- **Provided material**

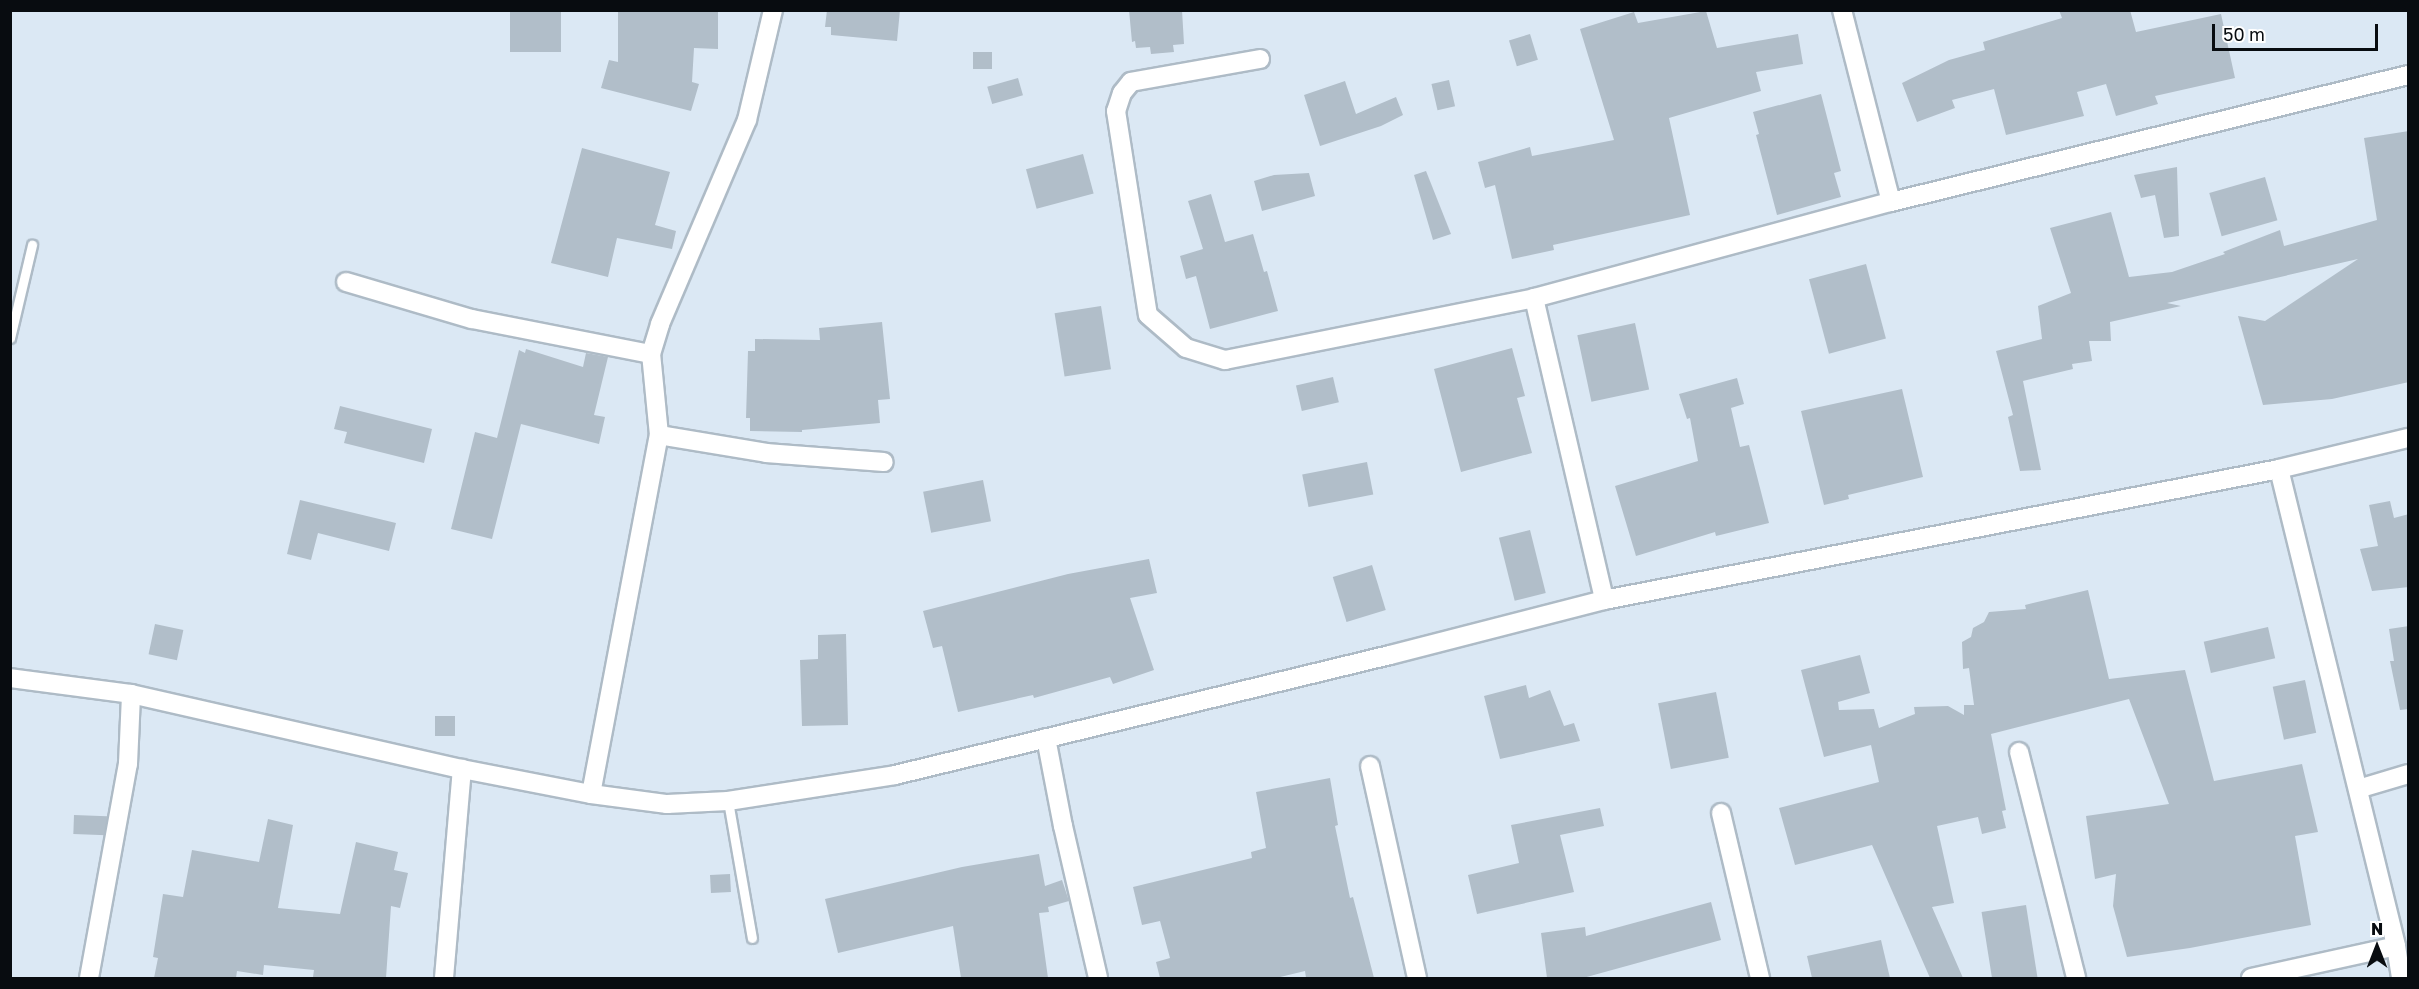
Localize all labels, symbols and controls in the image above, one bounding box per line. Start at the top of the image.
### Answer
scale bar [2215,12,2382,50]
text: 50 m [2223,23,2265,45]
north arrow [2347,917,2407,977]
text: N [2371,919,2383,939]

- **What you will do**
Set down the entries above again exactly, minus any image.

- **Reply**
Localize all labels, symbols and controls in the image above, one bounding box per line. Start at the top of the image.
### Answer
scale bar [2215,12,2382,50]
text: 50 m [2223,23,2265,45]
north arrow [2347,917,2407,977]
text: N [2371,919,2383,939]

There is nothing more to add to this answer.